Chloe (Berenson), the owner of a beauty salon, has a job, which forces her to confront on a daily basis the reality of looking older. Rounding out the quintet is Branca (Patti), a passionate but self-destructive actress-singer, who becomes alienated from her adolescent daughter, when the latter observes her making love during rehearsal.
Though centering on women and filtering the stories through their distinctive perspective, helmer and co-scripter Teles doesn’t neglect the men. To his credit, all the characters–male and female–are appealing and physically attractive. Unlike Waiting to Exhale, in which the gloriously looking women were way above their male counterparts, in Elles, the femmes don’t make fools out of themselves by dating the “wrong” guys.
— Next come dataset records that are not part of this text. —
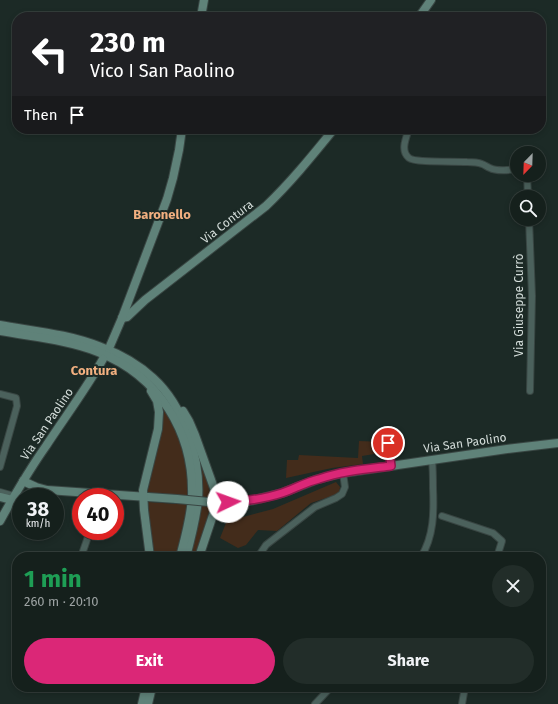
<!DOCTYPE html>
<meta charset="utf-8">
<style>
:root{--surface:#15201c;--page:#222d29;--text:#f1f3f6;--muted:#9da3a3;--line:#343e3b;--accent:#db2777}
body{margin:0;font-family:"Fira Sans",sans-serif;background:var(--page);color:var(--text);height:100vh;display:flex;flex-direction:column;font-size:15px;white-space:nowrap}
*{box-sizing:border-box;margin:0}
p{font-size:13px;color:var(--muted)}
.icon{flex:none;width:22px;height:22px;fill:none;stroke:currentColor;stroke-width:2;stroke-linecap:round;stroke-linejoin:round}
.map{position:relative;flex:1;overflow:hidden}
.side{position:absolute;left:12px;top:552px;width:534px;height:140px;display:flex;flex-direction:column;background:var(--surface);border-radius:16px;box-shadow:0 2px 6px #0003,0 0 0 1px var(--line)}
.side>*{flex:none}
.hud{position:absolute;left:12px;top:12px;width:534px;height:122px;border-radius:16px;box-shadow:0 2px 6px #0003,0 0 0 1px var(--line);background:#202124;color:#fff;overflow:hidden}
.needle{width:26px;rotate:203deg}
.controls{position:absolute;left:510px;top:146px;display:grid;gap:8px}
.controls a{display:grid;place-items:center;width:36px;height:36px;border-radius:50%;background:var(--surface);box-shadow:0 2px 6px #0003,0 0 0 1px var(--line);font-size:20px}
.speed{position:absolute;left:12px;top:488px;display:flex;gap:8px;font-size:20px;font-weight:700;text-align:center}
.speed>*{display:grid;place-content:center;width:52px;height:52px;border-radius:50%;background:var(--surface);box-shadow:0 2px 6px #0003,0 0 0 1px var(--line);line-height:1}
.speed small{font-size:10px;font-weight:400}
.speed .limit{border:6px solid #d22;background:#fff;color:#111}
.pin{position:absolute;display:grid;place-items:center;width:34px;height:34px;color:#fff;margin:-17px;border:2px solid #fff;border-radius:50%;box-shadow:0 1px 4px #0007}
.me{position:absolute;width:44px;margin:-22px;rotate:87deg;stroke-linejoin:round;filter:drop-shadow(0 0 3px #0008)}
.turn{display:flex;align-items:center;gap:14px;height:84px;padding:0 12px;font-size:18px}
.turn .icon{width:52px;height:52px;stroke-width:2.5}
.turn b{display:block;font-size:28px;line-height:34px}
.then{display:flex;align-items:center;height:38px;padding:0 12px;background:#0003;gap:8px;font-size:15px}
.round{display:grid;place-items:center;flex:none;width:42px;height:42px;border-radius:21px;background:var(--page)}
.head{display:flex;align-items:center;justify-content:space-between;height:68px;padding:0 12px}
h1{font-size:24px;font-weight:700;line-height:30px;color:#1e9e55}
.cta{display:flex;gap:8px;margin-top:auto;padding:8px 12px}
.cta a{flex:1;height:46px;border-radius:24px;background:var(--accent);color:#fff;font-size:16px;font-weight:700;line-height:46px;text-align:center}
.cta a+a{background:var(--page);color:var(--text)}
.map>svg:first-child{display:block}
.green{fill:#432c1b}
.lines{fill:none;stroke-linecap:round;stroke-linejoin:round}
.street-casing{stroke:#394643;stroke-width:8}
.secondary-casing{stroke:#394643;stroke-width:10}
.street{stroke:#4b615c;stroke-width:6}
.secondary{stroke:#5f8279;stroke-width:8}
.secondary-bridge-casing{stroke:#394643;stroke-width:10;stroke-linecap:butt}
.secondary-bridge{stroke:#5f8279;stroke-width:8}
.route-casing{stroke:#8e194d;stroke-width:10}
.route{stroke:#db2777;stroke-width:7}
.labels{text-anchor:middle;stroke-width:4;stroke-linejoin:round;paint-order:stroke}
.street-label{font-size:12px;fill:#d3dcd9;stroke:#1c2a26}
.neighbourhood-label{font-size:13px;font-weight:bold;fill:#f2b080;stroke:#1c2a26}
</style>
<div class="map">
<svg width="558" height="704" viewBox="0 0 558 704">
<rect width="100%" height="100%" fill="#1c2a26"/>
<g class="green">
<path d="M 163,406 C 166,413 170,419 174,425 C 187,451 192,486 186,515 C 183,529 180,543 176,557 L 153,557 L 147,503 L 149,502 L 175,504 L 177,503 L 178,495 L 176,494 L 149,494 L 147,493 L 163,423 Z"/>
<polygon points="191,430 212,495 209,496 209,506 212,508 196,557 189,557"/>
<polygon points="359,441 384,442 385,443 386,452 362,456 363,464 332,468 286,478 287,460 298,460 299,455 358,458"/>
<polygon points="336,482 340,487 339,493 335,495 311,503 277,531 258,530 246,545 238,548 220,538 226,523 243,517 273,509"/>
</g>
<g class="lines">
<g class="street-casing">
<g id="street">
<path d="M 409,129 C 406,138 400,151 409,158 C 415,163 456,161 467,162 C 472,162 477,162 482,164 C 485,165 487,167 490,168 C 495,171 511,171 517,168"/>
<polyline points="527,175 528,197"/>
<polyline points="529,219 532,296 530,391"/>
<polyline points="0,394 16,398 17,406 0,467"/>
<polyline points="388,443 391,466"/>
<polyline points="0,492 14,496"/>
<polyline points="442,516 493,533 502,541 497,557"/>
<polyline points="81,557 90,531"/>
<polyline points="258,557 266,545 315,507 336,498 342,494 345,487 343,473"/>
<path d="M 421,557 C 434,536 434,512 433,488 C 433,479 433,469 432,460"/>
<polyline points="315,704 331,687"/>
<polyline points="462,704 465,687"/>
</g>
</g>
<g class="secondary-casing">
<g id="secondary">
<polyline points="201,17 204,0"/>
<polyline points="419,17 431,0"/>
<path d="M 122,318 L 127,317 L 145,300 L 266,206 C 291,182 312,156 334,129"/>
<path d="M 0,325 C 34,331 69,334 101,347 C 120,354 138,364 153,378 C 184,406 201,459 198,500 C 196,519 191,538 186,557"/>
<path d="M 0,331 C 32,337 68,340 98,352 C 159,376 194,432 192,497 C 191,517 185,538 180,557"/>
<polyline points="110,346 122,318 167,199 173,178 179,150 182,129"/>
<polyline points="183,411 189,421 195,435 214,488 216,502 215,509 199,557"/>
<polyline points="23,481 36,487 47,490 177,499"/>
<polyline points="0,497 12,500"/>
<polyline points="209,502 250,501 282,493 318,479 343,473 507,449 558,443"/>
<path d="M 0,521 C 14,496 29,470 46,446 C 65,417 86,389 103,359"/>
<polyline points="150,557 144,510 143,490 158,429 159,412 157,401 151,391"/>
<polyline points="142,704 146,687"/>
<polyline points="148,704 152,687"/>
</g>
</g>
<use href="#street" class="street"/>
<use href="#secondary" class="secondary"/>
<g class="secondary-bridge-casing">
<polyline id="secondary-bridge" points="177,499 209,502"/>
</g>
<use href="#secondary-bridge" class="secondary-bridge"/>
</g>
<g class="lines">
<g class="route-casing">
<path id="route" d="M 228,502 C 246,501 264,499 282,493 C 294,489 306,482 319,479 C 342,471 367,469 391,466 L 388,443"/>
</g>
<use href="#route" class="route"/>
</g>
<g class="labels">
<g class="street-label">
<text transform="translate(227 222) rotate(-38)" y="4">Via Contura</text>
<text transform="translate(519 305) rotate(-90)" y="4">Via Giuseppe Currò</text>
<text transform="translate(47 424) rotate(-56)" y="4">Via San Paolino</text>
<text transform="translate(465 443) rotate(-8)" y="4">Via San Paolino</text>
</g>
<g class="neighbourhood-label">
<text x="162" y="219">Baronello</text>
<text x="94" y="375">Contura</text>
</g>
</g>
</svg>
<div class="controls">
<a><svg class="needle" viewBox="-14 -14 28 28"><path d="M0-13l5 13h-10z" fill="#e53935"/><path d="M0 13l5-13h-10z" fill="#9da3a3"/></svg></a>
<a><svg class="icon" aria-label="search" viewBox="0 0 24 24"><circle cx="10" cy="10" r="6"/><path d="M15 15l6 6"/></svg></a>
</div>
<div class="speed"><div>38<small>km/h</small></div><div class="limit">40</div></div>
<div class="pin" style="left:388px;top:443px;background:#d93025"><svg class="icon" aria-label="arrive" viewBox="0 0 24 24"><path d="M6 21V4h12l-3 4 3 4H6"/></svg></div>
<svg class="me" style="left:228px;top:502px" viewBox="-20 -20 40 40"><circle r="19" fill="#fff"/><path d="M0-13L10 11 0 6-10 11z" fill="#db2777"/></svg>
<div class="hud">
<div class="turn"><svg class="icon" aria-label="left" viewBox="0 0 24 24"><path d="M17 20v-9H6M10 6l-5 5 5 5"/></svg><div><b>230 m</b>Vico I San Paolino</div></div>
<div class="then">Then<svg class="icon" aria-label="arrive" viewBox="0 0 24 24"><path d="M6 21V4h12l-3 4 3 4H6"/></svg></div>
</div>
<section class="side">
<div class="head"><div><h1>1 min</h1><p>260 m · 20:10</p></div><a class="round"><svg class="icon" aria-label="close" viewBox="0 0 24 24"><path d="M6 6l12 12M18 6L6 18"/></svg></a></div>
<div class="cta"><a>Exit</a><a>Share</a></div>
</section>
</div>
Unfortunately, Teles’s heavy-handed psychologism and middlebrow therapeutic sensibility are used like hot syrup on a delicious ice cream, loading the narrative with sufficient problems for a whole TV series. Indeed, in due course, each woman is asked to brave her “Problem” and deal with it in an emotionally satisfying and mature manner. Hence, Barbara is not only suffering from the acute effects of divorce, but has to face her own immortality, after being examined by her ex-husband-doctor. Similarly, troubled mom Branca is forced to blame herself for neglecting her drug-addicted daughter and to take an action to rectify her behavior.
One can almost see the film’s schematic blueprint, based on Tele’s desire to encompass all the possible dilemmas fortysomething women might encounter at this traumatically dreaded phase of their lives. The rationale behind the inclusion of a lesbian, who, as written and played by Berenson, comes across as a type, is probably based on the director’s wish to espouse liberal philosophy, but also derives from his belief that, demographically speaking, it makes sense that one out of five women be a lesbian.
It helps a great deal that, within these narrative limitations, all five actresses acquit themselves honorably, though each one has done better and more fulfilling work in previous films. Still, their sexy quintet makes the film much more appealing and enjoyable than it has any right to be.
Though shot in Lisbon, Elles could have taken place in any major European city (which is the point of the film). Ravishing beauty of the five actresses is accentuated by lenser Alfredo Mayo’s sensually erotic camera.